LOS ANGELES — From the moment an employee comes back to work at the old "L.A. Law" building in downtown Los Angeles, almost everything will be touch-free.

Once they arrive at the parking garage, an employee would need to wave or flash a key card at a dispenser to enter.


What You Need To Know

  • Coretrust Capital Partners spent $2 million upgrading the "L.A. Law" building as part of an effort to lure workers back to the office 

  • The upgrades include a new air and water filtration system and a germ-killing robot

  • The coronavirus pandemic and subsequent shutdown orders had a significant impact on the commercial office sector 

  • With states reopening and vaccinations up, building owners nationwide are upgrading their buildings to bring workers back

Inside the lobby, an elevator with only a few buttons will whisk them directly to their desired floor.

Employees and visitors will also experience the building's upgraded air filtration system inside the ducts that pump fresh air in all 48 floors and sterilize airborne bio-contaminants.

At night, and occasionally during the day, maintenance workers will roll out a six-foot 90-pound cylinder-shaped robot that looks like a huge lamp with tube lights on rollers to disinfect common areas and meeting rooms.

"We've done a lot of things to this building to address our tenants' and their employees' health and wellness," said Thomas Ricci, a founding and managing principal of Coretrust Capital Partners, the owner of the FourFortyFour Tower at 444 S. Flower St. in downtown's financial district. Coretrust has owned the building since 2016.

As California gets ready to reopen in June, office owners and landlords prepare their properties for when tenants and their employees come back to the office.

Coretrust is the latest office building owner that has upgraded and enhanced its buildings to make them safe and healthy for its tenants and visitors in response to the coronavirus pandemic.

Granite Properties put down a $10 million investment to retrofit and enhance their office buildings across the nation, including ones in Los Angeles and Orange counties. Other building owners nationwide are doing the same.

The upgrades are seen as a way to lure workers back to the office.

The pandemic significantly impacted office building owners. Last year, state and local governments implemented mandatory stay-at-home orders that vacated buildings and forced nonessential employees to work from home or remotely.

The stay-at-home order left many buildings, especially in usually busy downtowns, eerily empty.

Building owners continued to collect rent from long-term tenants, but overall, new office leases have stalled as businesses rethink their office-space strategy.

The FourFortyBuilding, best known as the fictional headquarters of the 1980s legal television drama "L.A. Law," is 80% leased but only 15% occupied.

But with vaccinations up, the pandemic waning and the state reopening fully in June, commercial building owners are ready to welcome tenants — and their remote workers — back to their office. 

Coretrust spent about $2 million upgrading the Los Angeles office building. In total, the company invested more than $5 million in the past 15 months to boost their offices in downtown Los Angeles, Pasadena and Philadelphia, Ricci said.

Their buildings now feature new medical-grade indoor air quality, an air purifier inside the elevators, automatic doors, touchless garage entry, touchless restroom fixtures, better water quality and more outdoor spaces.

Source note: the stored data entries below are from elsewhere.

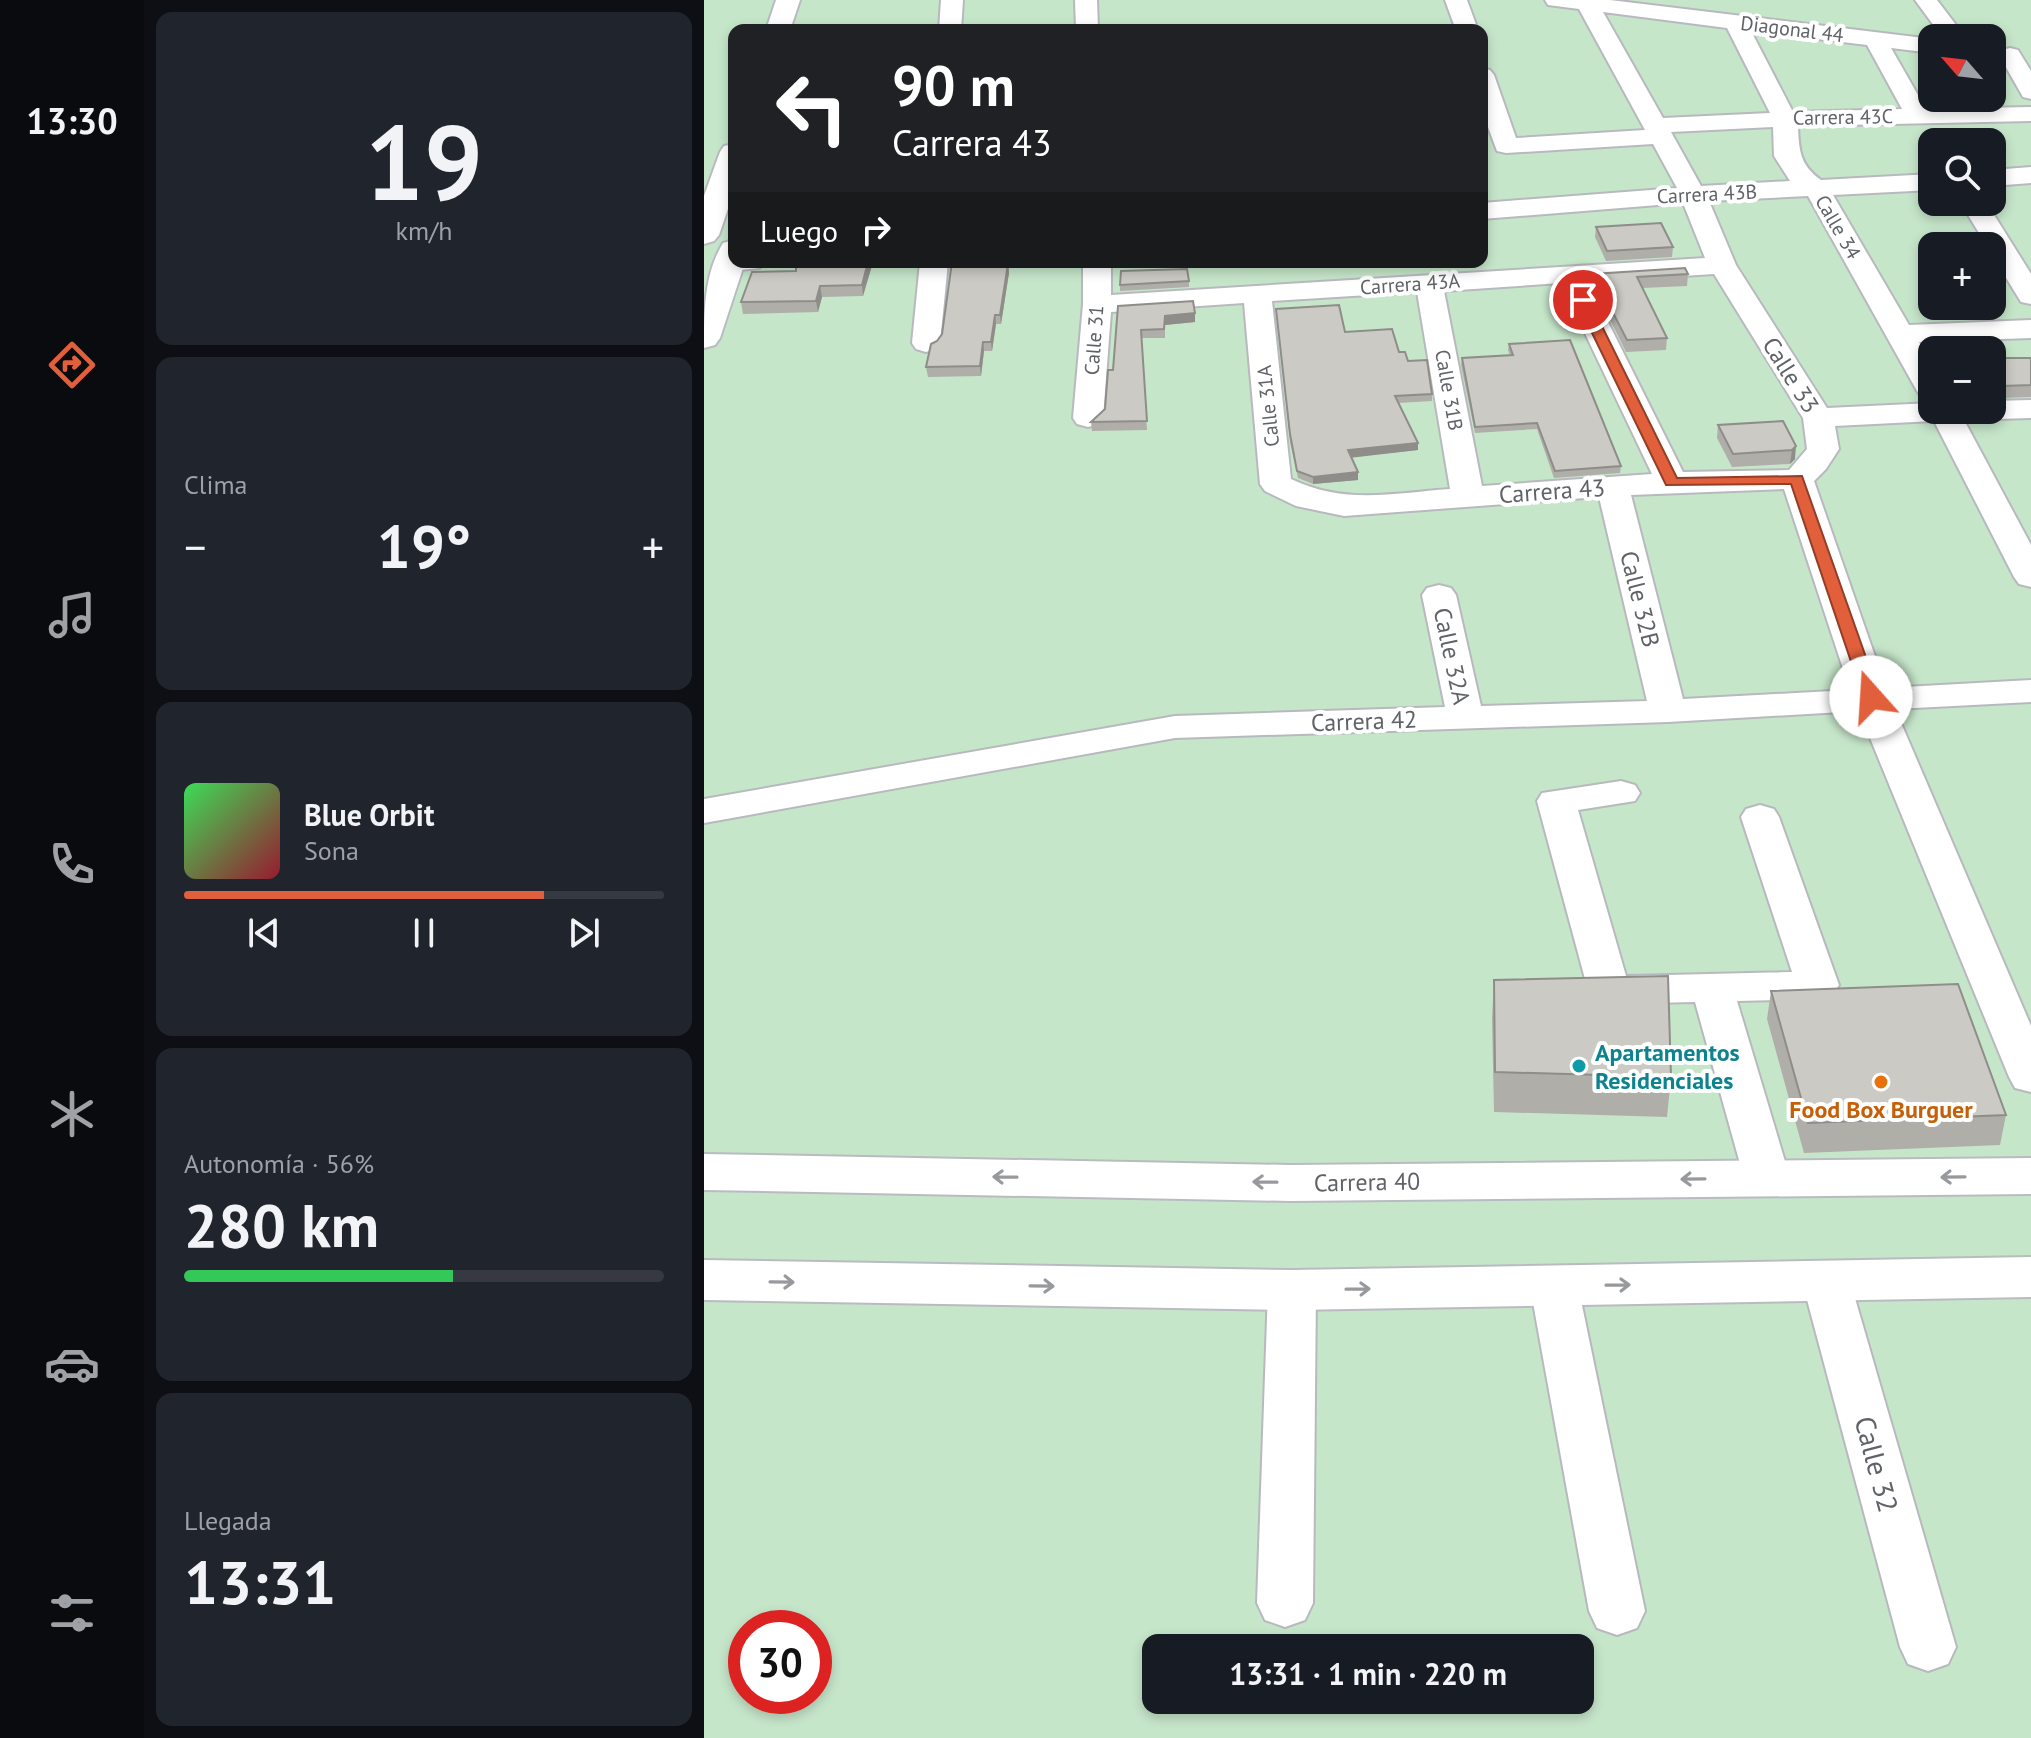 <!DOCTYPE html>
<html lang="es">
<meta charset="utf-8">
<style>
:root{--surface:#171b24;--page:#20242c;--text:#f1f3f6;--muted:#9ea1a6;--line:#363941;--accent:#e25f3c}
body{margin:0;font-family:"PT Sans",sans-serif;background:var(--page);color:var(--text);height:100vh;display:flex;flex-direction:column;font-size:30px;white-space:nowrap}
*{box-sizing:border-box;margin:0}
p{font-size:26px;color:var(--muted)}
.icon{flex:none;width:44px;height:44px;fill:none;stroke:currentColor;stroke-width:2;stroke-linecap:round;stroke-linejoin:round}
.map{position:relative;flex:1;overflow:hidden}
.sheet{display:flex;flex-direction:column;gap:12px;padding:12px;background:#0d0f14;width:560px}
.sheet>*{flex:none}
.hud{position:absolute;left:24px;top:24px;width:760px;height:244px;border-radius:16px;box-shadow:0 4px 12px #0003;background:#202124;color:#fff;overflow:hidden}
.needle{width:52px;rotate:298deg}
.buttons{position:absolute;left:1214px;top:24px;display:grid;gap:16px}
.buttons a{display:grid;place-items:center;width:88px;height:88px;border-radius:16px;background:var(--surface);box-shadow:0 4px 12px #0003;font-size:40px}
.speed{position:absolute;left:24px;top:1610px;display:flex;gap:16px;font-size:40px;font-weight:700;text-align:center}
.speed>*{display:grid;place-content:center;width:104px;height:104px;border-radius:50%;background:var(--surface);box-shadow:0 4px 12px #0003;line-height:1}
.speed .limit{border:12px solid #d22;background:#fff;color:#111}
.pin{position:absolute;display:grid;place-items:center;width:68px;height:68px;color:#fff;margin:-34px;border:4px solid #fff;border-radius:50%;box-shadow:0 2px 8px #0007}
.me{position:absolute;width:88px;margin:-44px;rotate:341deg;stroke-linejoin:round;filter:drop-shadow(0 0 6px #0008)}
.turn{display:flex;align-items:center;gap:28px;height:168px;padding:0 32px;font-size:36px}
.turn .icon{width:104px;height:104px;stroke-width:2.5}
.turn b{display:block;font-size:56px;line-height:68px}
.then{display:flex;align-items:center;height:76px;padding:0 32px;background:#0003;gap:16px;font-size:30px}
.big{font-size:60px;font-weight:800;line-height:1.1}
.sheet .widget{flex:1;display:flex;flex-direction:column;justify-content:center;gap:12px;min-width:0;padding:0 28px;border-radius:16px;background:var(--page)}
.sheet .dial{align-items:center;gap:0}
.dial b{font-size:104px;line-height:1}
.song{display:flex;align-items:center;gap:24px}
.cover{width:96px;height:96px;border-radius:12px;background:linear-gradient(135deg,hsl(130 70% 55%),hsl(350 70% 35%))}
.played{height:8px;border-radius:4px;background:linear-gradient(90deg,var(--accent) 75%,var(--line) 75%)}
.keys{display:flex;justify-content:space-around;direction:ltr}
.heat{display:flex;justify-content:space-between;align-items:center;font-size:44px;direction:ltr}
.charge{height:12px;border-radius:6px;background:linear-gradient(90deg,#34c759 56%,var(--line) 0)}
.trip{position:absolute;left:438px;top:1634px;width:452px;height:80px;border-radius:16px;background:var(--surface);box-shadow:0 4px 12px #0003;font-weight:800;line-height:80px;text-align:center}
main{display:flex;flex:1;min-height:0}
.tabs{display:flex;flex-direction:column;width:144px;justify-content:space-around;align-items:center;background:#090b0e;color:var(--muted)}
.tabs .icon{width:56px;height:56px}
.tabs .active{color:var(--accent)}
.tabs b{font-size:36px;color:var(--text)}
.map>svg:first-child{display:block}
</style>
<main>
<nav class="tabs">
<b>13:30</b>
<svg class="icon active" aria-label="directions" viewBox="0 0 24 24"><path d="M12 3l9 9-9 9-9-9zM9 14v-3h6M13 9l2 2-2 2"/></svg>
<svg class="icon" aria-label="music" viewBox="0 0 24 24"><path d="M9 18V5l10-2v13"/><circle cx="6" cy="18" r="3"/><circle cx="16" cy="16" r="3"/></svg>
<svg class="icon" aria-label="phone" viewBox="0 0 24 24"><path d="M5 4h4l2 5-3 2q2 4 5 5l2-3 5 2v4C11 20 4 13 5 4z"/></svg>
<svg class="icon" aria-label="climate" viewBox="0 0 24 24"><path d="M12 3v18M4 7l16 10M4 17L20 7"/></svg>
<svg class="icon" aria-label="car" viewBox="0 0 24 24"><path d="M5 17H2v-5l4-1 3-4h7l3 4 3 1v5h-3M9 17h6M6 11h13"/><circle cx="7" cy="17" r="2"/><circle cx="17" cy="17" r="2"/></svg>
<svg class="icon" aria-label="filters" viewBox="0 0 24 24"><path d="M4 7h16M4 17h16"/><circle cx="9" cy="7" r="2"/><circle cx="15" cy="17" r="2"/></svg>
</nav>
<section class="sheet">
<div class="widget dial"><b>19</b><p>km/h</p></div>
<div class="widget"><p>Clima</p>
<div class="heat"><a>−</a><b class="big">19°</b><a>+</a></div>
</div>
<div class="widget">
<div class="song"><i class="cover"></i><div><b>Blue Orbit</b><p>Sona</p></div></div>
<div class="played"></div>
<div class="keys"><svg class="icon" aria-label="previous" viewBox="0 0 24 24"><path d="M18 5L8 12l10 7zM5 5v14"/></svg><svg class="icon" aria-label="pause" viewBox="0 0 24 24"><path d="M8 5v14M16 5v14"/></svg><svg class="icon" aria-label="next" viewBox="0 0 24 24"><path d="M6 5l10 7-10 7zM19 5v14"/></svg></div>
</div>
<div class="widget"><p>Autonomía · 56%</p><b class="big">280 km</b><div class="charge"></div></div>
<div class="widget"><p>Llegada</p><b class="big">13:31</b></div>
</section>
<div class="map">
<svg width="1327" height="1738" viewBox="0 0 1327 1738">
<rect width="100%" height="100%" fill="#f1f0e8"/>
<path fill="#c6e6ca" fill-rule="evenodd" d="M 0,0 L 1327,0 L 1327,1738 L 0,1738 ZM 30,30 L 778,30 L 778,262 L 30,262 ZM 1228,38 L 1288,38 L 1288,98 L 1228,98 ZM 1228,142 L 1288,142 L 1288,202 L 1228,202 ZM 1228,246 L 1288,246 L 1288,306 L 1228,306 ZM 1228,350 L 1288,350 L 1288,410 L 1228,410 ZM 42,1628 L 110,1628 L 110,1696 L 42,1696 ZM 452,1648 L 876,1648 L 876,1700 L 452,1700 Z"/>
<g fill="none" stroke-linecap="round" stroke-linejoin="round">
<g stroke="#b8b9be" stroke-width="4">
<path id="street" d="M 237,0 L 259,0 L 257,30 L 235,30 Z
M 371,0 L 393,0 L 394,30 L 372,30 Z
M 741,0 L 763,0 L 774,30 L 752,30 Z
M 841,0 L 906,0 L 1228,39 L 1228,53 L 1187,48 L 1222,109 L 1327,107 L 1327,121 L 1094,126 C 1095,151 1096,165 1117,180 L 1228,174 L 1228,190 L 1129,195 L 1205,325 L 1327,320 L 1327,338 L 1215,342 L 1228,365 L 1228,400 L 1217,397 L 1213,391 L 1104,196 L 1005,201 L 1032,265 L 1123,408 L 1228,403 L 1228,410 L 1288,410 L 1288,401 L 1327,400 L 1327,418 L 1260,420 L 1327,545 L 1327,587 L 1315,584 L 1310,577 L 1230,421 L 1131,426 L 1135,449 L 1122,469 L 1110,481 L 1182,688 L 1327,680 L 1327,702 L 1191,709 L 1327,1026 L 1327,1092 L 1311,1088 L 1305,1077 L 1155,711 L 964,722 L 471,738 L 0,823 L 0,799 L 471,716 L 741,707 L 718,595 L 723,588 L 735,585 L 747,588 L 752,595 L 777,706 L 943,701 L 895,497 L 640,516 L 592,506 L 561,491 L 556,484 L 540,303 L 407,312 L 399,418 L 395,424 L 384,427 L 373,424 L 369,418 L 379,304 L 379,262 L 407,262 L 407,295 L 1001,258 L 979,203 L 778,219 L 778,203 L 973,188 L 949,144 L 802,153 L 793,151 L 778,111 L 778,68 L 786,70 L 790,75 L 812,138 L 941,130 L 875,9 L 844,5 ZM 899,12 L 1023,28 L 1066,113 L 959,118 ZM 1047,31 L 1163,45 L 1198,109 L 1089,112 ZM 1069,127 L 1070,156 L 1086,181 L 997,186 L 967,132 ZM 1010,274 L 1099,418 L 1103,449 L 1085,470 L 979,472 L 884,282 ZM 857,283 L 948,474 L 778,486 L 740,291 ZM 713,292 L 746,489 C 689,493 641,505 587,479 L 568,301 ZM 1080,489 L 1146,690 L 979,699 L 927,495 Z
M 1211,0 L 1233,0 L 1262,38 L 1239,38 Z
M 1306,48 L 1314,50 L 1327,71 L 1327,99 L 1319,97 L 1295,55 L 1298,50 Z
M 1327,167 L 1327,183 L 1288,186 L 1288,170 Z
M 1256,202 L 1282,202 L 1327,274 L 1327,304 L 1317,302 L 1288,255 L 1288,246 L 1283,246 Z
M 30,255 L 30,262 L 60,262 L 56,268 L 25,271 L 15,269 L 11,263 L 15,257 Z
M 216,262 L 244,262 L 236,343 L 232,349 L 222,352 L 212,349 L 208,343 Z
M 917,781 L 931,785 L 936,793 L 931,801 L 874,810 L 922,976 L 1088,972 L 1037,817 L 1042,809 L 1056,805 L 1070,809 L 1075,817 L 1135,985 L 1129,995 L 1114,999 L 1033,1001 L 1086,1178 L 1079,1190 L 1063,1195 L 1047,1190 L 1040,1178 L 991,1002 L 905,1004 L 890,1000 L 884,990 L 833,801 L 838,793 Z
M 1122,1263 L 1139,1268 L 1146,1281 L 1252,1647 L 1244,1664 L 1224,1671 L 1204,1664 L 1196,1647 L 1098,1281 L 1105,1268 Z
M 850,1268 L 867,1273 L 874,1286 L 941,1611 L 933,1628 L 913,1635 L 893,1628 L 885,1611 L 826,1286 L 833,1273 Z
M 588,1272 L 605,1277 L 612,1290 L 609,1603 L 601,1620 L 581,1627 L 561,1620 L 553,1603 L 564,1290 L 571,1277 Z"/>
</g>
<g stroke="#b9bbc1" stroke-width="4">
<path id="secondary" d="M 72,0 L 96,0 L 86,30 L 62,30 Z
M 30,144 L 30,191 L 15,235 L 10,241 L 0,244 L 0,196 L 16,152 L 20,146 Z
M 30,240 L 30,262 L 41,262 L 16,338 L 11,345 L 0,348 C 0,312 0,274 19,243 Z
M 0,1154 L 587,1165 L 1327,1158 L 1327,1194 L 587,1201 L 0,1190 Z
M 1327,1257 L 1327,1297 L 588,1310 L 0,1300 L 0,1260 L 588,1270 Z"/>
</g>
<use href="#street" fill="#fff" fill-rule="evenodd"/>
<use href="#secondary" fill="#fff" fill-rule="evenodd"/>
</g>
<path fill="#afaea9" d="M 892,227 L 969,247 L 968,257 L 902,261 L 891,237 Z
M 92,262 L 169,262 L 159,296 L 118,297 L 114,312 L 39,314 L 37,302 L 92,271 Z
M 299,262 L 299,264 L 304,264 L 305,273 L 297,324 L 292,324 L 288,351 L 280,351 L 277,376 L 224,377 L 222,367 L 238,334 Z
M 889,274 L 984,274 L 983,286 L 938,288 L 963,338 L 962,350 L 922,352 L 889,285 Z
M 485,281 L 485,287 L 416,291 L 416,285 Z
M 414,306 L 491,322 L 461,325 L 461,338 L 437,338 L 443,430 L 388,431 L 387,422 L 401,409 L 409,370 Z
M 573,316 L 641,332 L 695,352 L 704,361 L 728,394 L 728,401 L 694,403 L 714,443 L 714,450 L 648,457 L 654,480 L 609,484 L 594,478 L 586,442 Z
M 805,344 L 917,466 L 916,473 L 850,478 L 833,429 L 771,433 L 757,365 L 758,358 L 806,356 L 804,350 Z
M 1288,358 L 1327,358 L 1327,397 L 1296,398 L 1288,383 Z
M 1079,421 L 1091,459 L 1086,464 L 1028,467 L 1013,438 L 1014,425 Z
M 790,980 L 967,1077 L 963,1117 L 790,1112 L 788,1019 Z
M 1067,991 L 1302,1115 L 1296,1145 L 1100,1153 L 1063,1019 Z"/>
<path fill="#8f8d89" d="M 164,262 L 169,262 L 159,296 L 158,285 Z
M 304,264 L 305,273 L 297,324 L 296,315 Z
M 116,286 L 118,297 L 114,312 L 112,301 Z
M 491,313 L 491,322 L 461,325 L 461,338 L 461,316 Z
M 291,315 L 292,324 L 288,351 L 287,342 Z
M 279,342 L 280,351 L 277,376 L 276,366 Z
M 714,443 L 714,450 L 645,458 L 644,450 Z
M 1092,446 L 1091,459 L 1086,464 L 1088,450 Z
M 654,472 L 654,480 L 609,484 L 609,477 Z"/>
<path fill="#cccac4" stroke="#8f8d89" stroke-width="2" d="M 957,223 L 969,247 L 903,251 L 892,227 Z
M 92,262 L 164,262 L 158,285 L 116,286 L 112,301 L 37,302 L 48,272 L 92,271 Z
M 248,262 L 297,262 L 296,264 L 304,264 L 296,315 L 291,315 L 287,342 L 279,342 L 276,366 L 222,367 L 227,344 L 233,341 L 238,334 Z
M 981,268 L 984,274 L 933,277 L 963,338 L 923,340 L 889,274 Z
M 483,269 L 485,281 L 416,285 L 417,271 Z
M 489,301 L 491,313 L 461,316 L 460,329 L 437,330 L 443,421 L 387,422 L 401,409 L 404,370 L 409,370 L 414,306 Z
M 635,305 L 641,332 L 688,329 L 695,352 L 701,352 L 704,361 L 723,360 L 728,394 L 691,396 L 714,443 L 644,450 L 654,472 L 609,477 L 593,471 L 586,434 L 572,309 Z
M 866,340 L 917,466 L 851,471 L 833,423 L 771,427 L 758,358 L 809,355 L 805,344 Z
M 1288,358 L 1327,358 L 1327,385 L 1298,386 L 1288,368 Z
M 1079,421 L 1092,446 L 1088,450 L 1029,454 L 1014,425 Z
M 964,976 L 967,1077 L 791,1072 L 790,980 Z
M 1254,984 L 1302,1115 L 1104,1123 L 1067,991 Z"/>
<defs><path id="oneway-shaft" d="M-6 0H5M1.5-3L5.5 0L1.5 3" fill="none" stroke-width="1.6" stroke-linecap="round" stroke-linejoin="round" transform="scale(2)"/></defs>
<g stroke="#97999c">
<use href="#oneway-shaft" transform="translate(301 1177) rotate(-179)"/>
<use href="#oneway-shaft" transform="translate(1249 1177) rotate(179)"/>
<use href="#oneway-shaft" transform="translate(989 1179) rotate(179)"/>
<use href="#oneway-shaft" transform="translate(561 1182) rotate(-179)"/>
<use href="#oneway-shaft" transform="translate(78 1282) rotate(1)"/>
<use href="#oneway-shaft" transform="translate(914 1285) rotate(-1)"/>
<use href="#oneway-shaft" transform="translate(338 1286) rotate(1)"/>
<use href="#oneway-shaft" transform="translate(654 1289) rotate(-1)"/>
</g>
<path fill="#e25f3c" stroke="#933e27" stroke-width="2" d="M 879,297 L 885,300 L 973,478 L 1098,476 L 1176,697 L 1173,701 L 1167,702 L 1159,697 L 1087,484 L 962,485 L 872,300 Z"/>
<circle fill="#0f9aa8" stroke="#fff" stroke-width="3" cx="875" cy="1066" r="8"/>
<circle fill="#e8710a" stroke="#fff" stroke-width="3" cx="1177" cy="1082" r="8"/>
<g text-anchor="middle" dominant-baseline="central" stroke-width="8" stroke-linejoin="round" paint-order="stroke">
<g font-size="20" fill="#5f6267" stroke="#fff">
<text transform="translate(1088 29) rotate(7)">Diagonal 44</text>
<text transform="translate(1139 117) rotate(-1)">Carrera 43C</text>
<text transform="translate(1003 194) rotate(-3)">Carrera 43B</text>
<text transform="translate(1134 227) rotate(60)">Calle 34</text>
<text transform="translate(706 284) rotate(-4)">Carrera 43A</text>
<text transform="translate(390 340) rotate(-86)">Calle 31</text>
<text transform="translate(745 390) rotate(80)">Calle 31B</text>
<text transform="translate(564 406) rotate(-96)">Calle 31A</text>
</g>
<g font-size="24" fill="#5f6267" stroke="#fff">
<text transform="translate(1087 375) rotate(58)">Calle 33</text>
<text transform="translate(848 491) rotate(-4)">Carrera 43</text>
<text transform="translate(936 599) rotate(76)">Calle 32B</text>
<text transform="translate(748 656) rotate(78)">Calle 32A</text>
<text transform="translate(660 721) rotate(-2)">Carrera 42</text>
<text transform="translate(663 1182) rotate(-1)">Carrera 40</text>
</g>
<g font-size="24" font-weight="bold" fill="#0d838f" stroke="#fff" text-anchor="start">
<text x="891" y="1052">Apartamentos<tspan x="891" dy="28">Residenciales</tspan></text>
</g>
<g font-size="24" font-weight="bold" fill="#c56008" stroke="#fff">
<text x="1177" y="1109">Food Box Burguer</text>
</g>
<g font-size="28" fill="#5f6267" stroke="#fff">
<text transform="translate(1173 1464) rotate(75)">Calle 32</text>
</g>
</g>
</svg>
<div class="buttons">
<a><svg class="needle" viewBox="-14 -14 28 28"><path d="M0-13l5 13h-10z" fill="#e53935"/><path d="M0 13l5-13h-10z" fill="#9ea1a6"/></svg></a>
<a><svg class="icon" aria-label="search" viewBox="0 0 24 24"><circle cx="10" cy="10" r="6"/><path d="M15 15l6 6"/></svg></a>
<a>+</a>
<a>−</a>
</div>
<div class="speed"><div class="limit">30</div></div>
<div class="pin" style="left:879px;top:300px;background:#d93025"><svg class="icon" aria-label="arrive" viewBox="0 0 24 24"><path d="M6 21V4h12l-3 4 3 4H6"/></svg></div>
<svg class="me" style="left:1167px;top:697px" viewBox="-20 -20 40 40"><circle r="19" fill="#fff"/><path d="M0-13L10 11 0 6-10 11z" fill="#e25f3c"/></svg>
<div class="trip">13:31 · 1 min · 220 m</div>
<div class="hud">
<div class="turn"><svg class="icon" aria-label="left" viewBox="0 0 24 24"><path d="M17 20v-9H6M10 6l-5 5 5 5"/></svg><div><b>90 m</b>Carrera 43</div></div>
<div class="then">Luego<svg class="icon" aria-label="right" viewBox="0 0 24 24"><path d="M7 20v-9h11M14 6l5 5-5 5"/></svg></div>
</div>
</div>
</main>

Coretrust also gives tenants an option to remove windows within their office space to create a new air terrace.

"What we've done is introduce an environment that's going to make employees more efficient, employers happier," said John Sischo, founding and managing principal at Coretrust.

The world has changed, Sischo said.

Employees are fearful of getting back to work, and they need to know that they will not get sick, he said.

"If there is technology available that I can do this for them and it's already happening, I'm going to do it," Sischo said.

One of their main tools for keeping their building safe and assure tenants is Ubtech Robotics' Adibots.

The Adibots, which stand about six feet tall and weigh 90 pounds, feature UVC technology. The stationary robots are rolled into a room and emit UVC radiation that disinfects and deactivates the DNA and RNA of pathogens, said John Rhee, Ubtech's general manager of North America. Disinfecting a 1,000-square-foot room takes about three minutes.

According to the FDA, UVC radiation has been shown to destroy the SARS-Coronavirus, the predecessor of COVID-19, and "may also be effective in inactivating the SARS-CoV-2 virus, which is the virus that causes the COVID-19."

Coretrust has leased three Adibots, costing about $15 a day each, Rhee and Ricci said.

"Our plan is to deploy these at high-touch areas and restrooms at night," Ricci said. "We would offer it to our tenants as a service that we can come into their suite at night and do disinfection once a week or a once a month, whatever."

So far, Coretrust officials said since publicizing their new buildings' safety features, they've received an uptick of tours and leasing inquiries.

The goal, Ricci said, is to assure tenants and their employees that the building is safe.

"We always treat our customers first," he said. "They are our most important asset. It's not the buildings. It's the tenants that walk in here that give the buildings their value. Everything that we can do to give them that level of comfort that we've taken their concerns seriously and taken steps to alleviate those concerns, those are the steps that we've taken."